Além disso, o programa tem forte relação com a remoção de comunidades localizadas nos centros das grandes cidades. Há uma conexão entre as políticas massivas de produção de moradias e a abertura de frentes de extração para o complexo imobiliário financeiro, como é o caso de grandes projetos urbanos, como o do Porto Maravilha, no Rio de Janeiro, e o da Cidade da Copa, no Recife.
CC: A senhora critica ainda o modelo de condomínio adotado no programa.
RR: Esse modelo pode servir para faixas com um pouco mais de renda, não para os mais vulneráveis. No Minha Casa, a família praticamente ganha uma residência do governo, pois é possível pagar as prestações mesmo com salários baixos. Mas ela terá de arcar com a gestão do condomínio, algo muito difícil para uma família da faixa 1, com renda de até 1,8 mil reais mensais.
Nesses conjuntos de casas populares, há deficiências de gestão e de manutenção. Para as famílias extremamente vulneráveis, tem de haver outras opções, entre elas programas de locação social, de assistência técnica para autoconstrução e de urbanização.
CC: Os movimentos de moradia estão reféns do modelo da casa própria?

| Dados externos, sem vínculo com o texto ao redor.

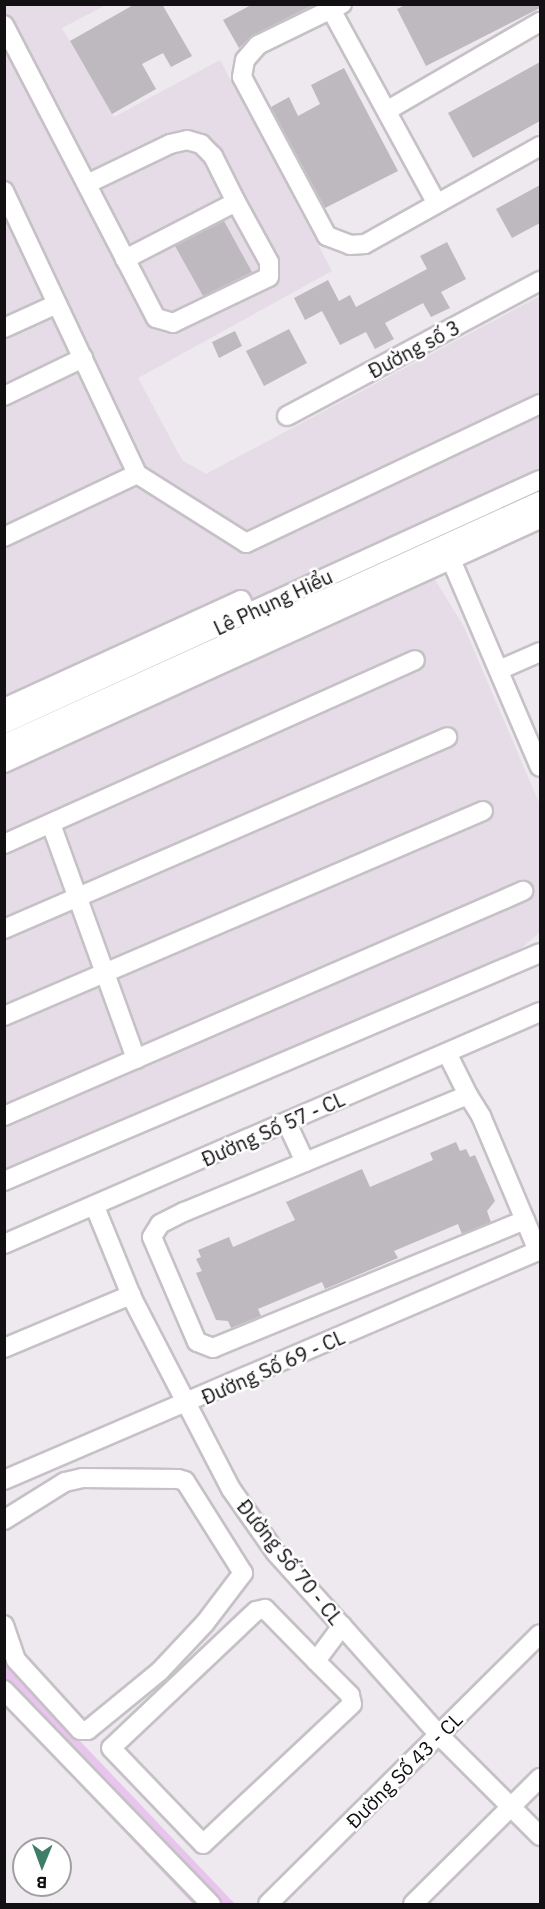 <!DOCTYPE html>
<html>
<head>
<meta charset="utf-8">
<style>
  body { margin:0 }
  #map { position:relative; width:545px; height:1909px; overflow:hidden; background:#ede9ee; font-family:"IBM Plex Sans",sans-serif }
  div>[style] { position:absolute }
  .built>* { inset:0; background:#e5dce7 }
  .green>* { inset:0; background:#e7c5ec }
  .building>* { inset:0; background:#beb9be }
  .roads { filter:drop-shadow(2px 0 #c6c1c6) drop-shadow(-2px 0 #c6c1c6) drop-shadow(0 2px #c6c1c6) drop-shadow(0 -2px #c6c1c6) }
  .minor>* { height:18px; margin:-9px; padding:0 9px; transform-origin:9px; border-radius:9px; background:#fff }
  span { translate:-50% -50%; white-space:nowrap; text-align:center; line-height:1.15; -webkit-text-stroke:5px #fff; paint-order:stroke }
  .street-label { font-size:20px; color:#121012 }
  .frame { position:absolute; inset:0; border:6px solid #121012; pointer-events:none }
  .north { position:absolute; left:12px; top:1837px; width:60px; height:60px; box-sizing:border-box; background:#fff; border:2px solid #a09fa0; border-radius:50%; rotate:181deg; font-size:16px; font-weight:700; line-height:24px; text-align:center; color:#121012 }
  .north::after { content:''; display:block; margin:auto; width:21px; height:27px; background:#3f7d6b; clip-path:polygon(50% 0,100% 100%,50% 72%,0 100%) }
</style>
</head>
<body>
<div id="map">
  <div class="built">
    <i style="clip-path:polygon(5px 5px,106px 5px,62px 28px,114px 117px,220px 60px,332px 271px,138px 378px,182px 460px,206px 474px,540px 296px,540px 471px,406px 532px,464px 627px,540px 805px,540px 932px,511px 957px,5px 1174px)"></i>
  </div>
  <div class="green">
    <i style="clip-path:polygon(4px 1661px,235px 1904px,193px 1904px,5px 1706px)"></i>
  </div>
  <div class="building">
    <i style="clip-path:polygon(135px 4px,162px 4px,192px 56px,171px 67px,163px 53px,142px 64px,156px 89px,112px 114px,70px 41px)"></i>
    <i style="clip-path:polygon(253px 4px,315px 4px,253px 35px,239px 48px,223px 20px)"></i>
    <i style="clip-path:polygon(407px 4px,540px 4px,540px 8px,426px 66px,397px 9px)"></i>
    <i style="clip-path:polygon(540px 62px,540px 121px,473px 158px,448px 113px)"></i>
    <i style="clip-path:polygon(344px 68px,398px 171px,325px 208px,271px 107px,289px 97px,298px 116px,320px 104px,311px 85px)"></i>
    <i style="clip-path:polygon(540px 185px,540px 223px,512px 238px,496px 209px)"></i>
    <i style="clip-path:polygon(224px 221px,252px 272px,203px 296px,175px 246px)"></i>
    <i style="clip-path:polygon(447px 242px,466px 279px,441px 292px,450px 308px,431px 317px,423px 303px,385px 323px,394px 339px,375px 349px,366px 332px,340px 345px,322px 311px,305px 320px,294px 298px,328px 280px,339px 301px,350px 295px,356px 307px,427px 269px,420px 256px)"></i>
    <i style="clip-path:polygon(289px 329px,307px 363px,264px 386px,246px 351px)"></i>
    <i style="clip-path:polygon(235px 331px,242px 346px,219px 358px,212px 342px)"></i>
    <i style="clip-path:polygon(456px 1142px,460px 1151px,466px 1149px,470px 1157px,475px 1155px,495px 1201px,487px 1211px,491px 1222px,462px 1234px,458px 1224px,394px 1251px,398px 1258px,325px 1289px,322px 1282px,258px 1309px,261px 1316px,231px 1328px,228px 1321px,216px 1320px,196px 1273px,202px 1271px,196px 1259px,201px 1257px,198px 1250px,229px 1237px,233px 1247px,295px 1220px,286px 1202px,362px 1169px,370px 1187px,433px 1160px,430px 1153px)"></i>
  </div>
  <div class="roads">
    <div class="minor">
      <i style="left:328px;top:4px;width:226px;rotate:61.4deg"></i>
      <i style="left:342px;top:4px;width:93px;rotate:154deg"></i>
      <i style="left:258px;top:45px;width:20px;rotate:131deg"></i>
      <i style="left:245px;top:60px;width:17px;rotate:100deg"></i>
      <i style="left:242px;top:77px;width:180px;rotate:61.9deg"></i>
      <i style="left:327px;top:236px;width:25px;rotate:21deg"></i>
      <i style="left:350px;top:245px;width:15px;rotate:-4deg"></i>
      <i style="left:365px;top:244px;width:201px;rotate:-29.2deg"></i>
      <i style="left:4px;top:25px;width:330px;rotate:62.6deg"></i>
      <i style="left:156px;top:318px;width:18px;rotate:16deg"></i>
      <i style="left:173px;top:323px;width:106px;rotate:-25.6deg"></i>
      <i style="left:269px;top:277px;width:15px;rotate:-90deg"></i>
      <i style="left:269px;top:262px;width:68px;rotate:-118.8deg"></i>
      <i style="left:388px;top:110px;width:176px;rotate:-30.1deg"></i>
      <i style="left:87px;top:184px;width:92px;rotate:-25.7deg"></i>
      <i style="left:170px;top:144px;width:17px;rotate:-13deg"></i>
      <i style="left:187px;top:140px;width:15px;rotate:16deg"></i>
      <i style="left:201px;top:144px;width:17px;rotate:45deg"></i>
      <i style="left:213px;top:156px;width:51px;rotate:63.4deg"></i>
      <i style="left:236px;top:202px;width:125px;rotate:152.8deg"></i>
      <i style="left:4px;top:191px;width:313px;rotate:64.8deg"></i>
      <i style="left:137px;top:474px;width:147px;rotate:154.7deg"></i>
      <i style="left:4px;top:328px;width:58px;rotate:-24.4deg"></i>
      <i style="left:4px;top:396px;width:88px;rotate:-25.7deg"></i>
      <i style="left:287px;top:416px;width:287px;rotate:-28.1deg"></i>
      <i style="left:137px;top:474px;width:129px;rotate:32.3deg"></i>
      <i style="left:246px;top:543px;width:325px;rotate:-25.3deg"></i>
      <i style="left:446px;top:548px;width:238px;rotate:66.8deg"></i>
      <i style="left:499px;top:670px;width:45px;rotate:-23.7deg"></i>
      <i style="left:4px;top:708px;width:260px;rotate:-24.5deg"></i>
      <i style="left:241px;top:600px;width:27px;rotate:66deg"></i>
      <i style="left:4px;top:724px;width:589px;rotate:-24.48deg"></i>
      <i style="left:4px;top:744px;width:589px;rotate:-24.39deg"></i>
      <i style="left:4px;top:763px;width:589px;rotate:-24.48deg"></i>
      <i style="left:51px;top:824px;width:250px;rotate:70.1deg"></i>
      <i style="left:4px;top:844px;width:450px;rotate:-24.1deg"></i>
      <i style="left:4px;top:929px;width:483px;rotate:-23.4deg"></i>
      <i style="left:4px;top:1016px;width:521px;rotate:-23.17deg"></i>
      <i style="left:447px;top:1053px;width:47px;rotate:63.4deg"></i>
      <i style="left:4px;top:1116px;width:566px;rotate:-23.44deg"></i>
      <i style="left:287px;top:1123px;width:43px;rotate:65.2deg"></i>
      <i style="left:4px;top:1181px;width:582px;rotate:-23.04deg"></i>
      <i style="left:95px;top:1207px;width:100px;rotate:67.8deg"></i>
      <i style="left:133px;top:1300px;width:213px;rotate:62.6deg"></i>
      <i style="left:231px;top:1489px;width:78px;rotate:54.9deg"></i>
      <i style="left:276px;top:1553px;width:98px;rotate:47.9deg"></i>
      <i style="left:342px;top:1626px;width:146px;rotate:48.3deg"></i>
      <i style="left:439px;top:1735px;width:143px;rotate:45deg"></i>
      <i style="left:525px;top:1220px;width:337px;rotate:157.7deg"></i>
      <i style="left:213px;top:1348px;width:17px;rotate:-159deg"></i>
      <i style="left:197px;top:1342px;width:114px;rotate:-113.2deg"></i>
      <i style="left:152px;top:1237px;width:15px;rotate:-58deg"></i>
      <i style="left:160px;top:1224px;width:27px;rotate:-27deg"></i>
      <i style="left:184px;top:1212px;width:307px;rotate:-22.4deg"></i>
      <i style="left:468px;top:1095px;width:25px;rotate:58deg"></i>
      <i style="left:481px;top:1116px;width:147px;rotate:67.1deg"></i>
      <i style="left:4px;top:1244px;width:584px;rotate:-23.4deg"></i>
      <i style="left:4px;top:1348px;width:138px;rotate:-22.7deg"></i>
      <i style="left:4px;top:1480px;width:583px;rotate:-23.22deg"></i>
      <i style="left:4px;top:1520px;width:72px;rotate:-31.9deg"></i>
      <i style="left:65px;top:1482px;width:17px;rotate:-13deg"></i>
      <i style="left:82px;top:1478px;width:96px;rotate:0.6deg"></i>
      <i style="left:178px;top:1479px;width:7px;rotate:16deg"></i>
      <i style="left:185px;top:1481px;width:109px;rotate:57.8deg"></i>
      <i style="left:243px;top:1573px;width:63px;rotate:127.2deg"></i>
      <i style="left:205px;top:1623px;width:66px;rotate:133.2deg"></i>
      <i style="left:160px;top:1671px;width:93px;rotate:140.7deg"></i>
      <i style="left:88px;top:1730px;width:8px;rotate:180deg"></i>
      <i style="left:80px;top:1730px;width:95px;rotate:-132.4deg"></i>
      <i style="left:16px;top:1660px;width:37px;rotate:-109deg"></i>
      <i style="left:316px;top:1661px;width:73px;rotate:-134.4deg"></i>
      <i style="left:265px;top:1609px;width:9px;rotate:167deg"></i>
      <i style="left:256px;top:1611px;width:199px;rotate:136.6deg"></i>
      <i style="left:111px;top:1748px;width:133px;rotate:46.2deg"></i>
      <i style="left:203px;top:1844px;width:204px;rotate:-43.2deg"></i>
      <i style="left:352px;top:1704px;width:9px;rotate:-103deg"></i>
      <i style="left:350px;top:1695px;width:48px;rotate:-135deg"></i>
      <i style="left:316px;top:1661px;width:44px;rotate:-53.4deg"></i>
      <i style="left:4px;top:1690px;width:298px;rotate:46deg"></i>
      <i style="left:268px;top:1904px;width:383px;rotate:-44.8deg"></i>
      <i style="left:413px;top:1904px;width:179px;rotate:-44.8deg"></i>
    </div>
  </div>
  <div class="street-label">
    <span style="left:414px;top:349px;rotate:-28deg">Đường số 3</span>
    <span style="left:273px;top:602px;rotate:-25deg">Lê Phụng Hiểu</span>
    <span style="left:273px;top:1129px;rotate:-24deg">Đường Số 57 - CL</span>
    <span style="left:273px;top:1367px;rotate:-24deg">Đường Số 69 - CL</span>
    <span style="left:290px;top:1562px;rotate:51deg">Đường Số 70 - CL</span>
    <span style="left:404px;top:1770px;rotate:-45deg">Đường Số 43 - CL</span>
  </div>
  <div class="frame"></div>
  <div class="north">B</div>
</div>
</body>
</html>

RR: Sim. Eles costumam dizer: “É o que temos para hoje”, mas há um círculo vicioso. Como só há política de casa própria, o movimento só demanda unidades residenciais, e vice-versa. A situação habitacional não tem, contudo, melhorado.
Quando se incentiva cada vez mais o crescimento do crédito hipotecário, sem dispor de uma política fundiária que limite o poder absoluto do mercado imobiliário sobre a terra, há uma disparada no preço dos imóveis.
CC: O Rio de Janeiro tem enfrentado enorme especulação imobiliária por causa do projeto olímpico. Como a senhora analisa o impacto das obras sobre a população?
RR: O Rio de Janeiro apresentou um projeto urbano que inclui a Copa e as Olimpíadas. Por isso é a cidade onde a resistência contra os megaeventos foi mais forte. O projeto olímpico tem a cara do capital imobiliário. Estou no Rio, em Chicago ou em Dubai?
Tanto faz. São os produtos da linguagem internacional das finanças, e eles têm tomado o lugar da população. Há uma operação de limpeza no Centro da cidade.
CC: Por falar em resistência, como a senhora interpreta a ocupação dos estudantes nas escolas públicas estaduais de São Paulo?
RR: As ocupações são o fato político mais importante da década. Foi fundamental para romper a ideia até então muito recorrente na mídia de que a escola pública é uma porcaria, como se nada de bom acontecesse nela. O que o movimento mostrou é o vínculo dos estudantes com as suas escolas. Eles querem ficar naquele lugar e lutam para ele deixar de ser discriminado.
Isso nos dá uma esperança enorme. Há uma nova geração interessante, politizada e mobilizada. No Brasil, o espaço público é visto como propriedade privada dos políticos. E não é. As ruas, os equipamentos e as políticas são propriedades coletivas dos cidadãos. É isso que as meninas e os meninos têm demonstrado.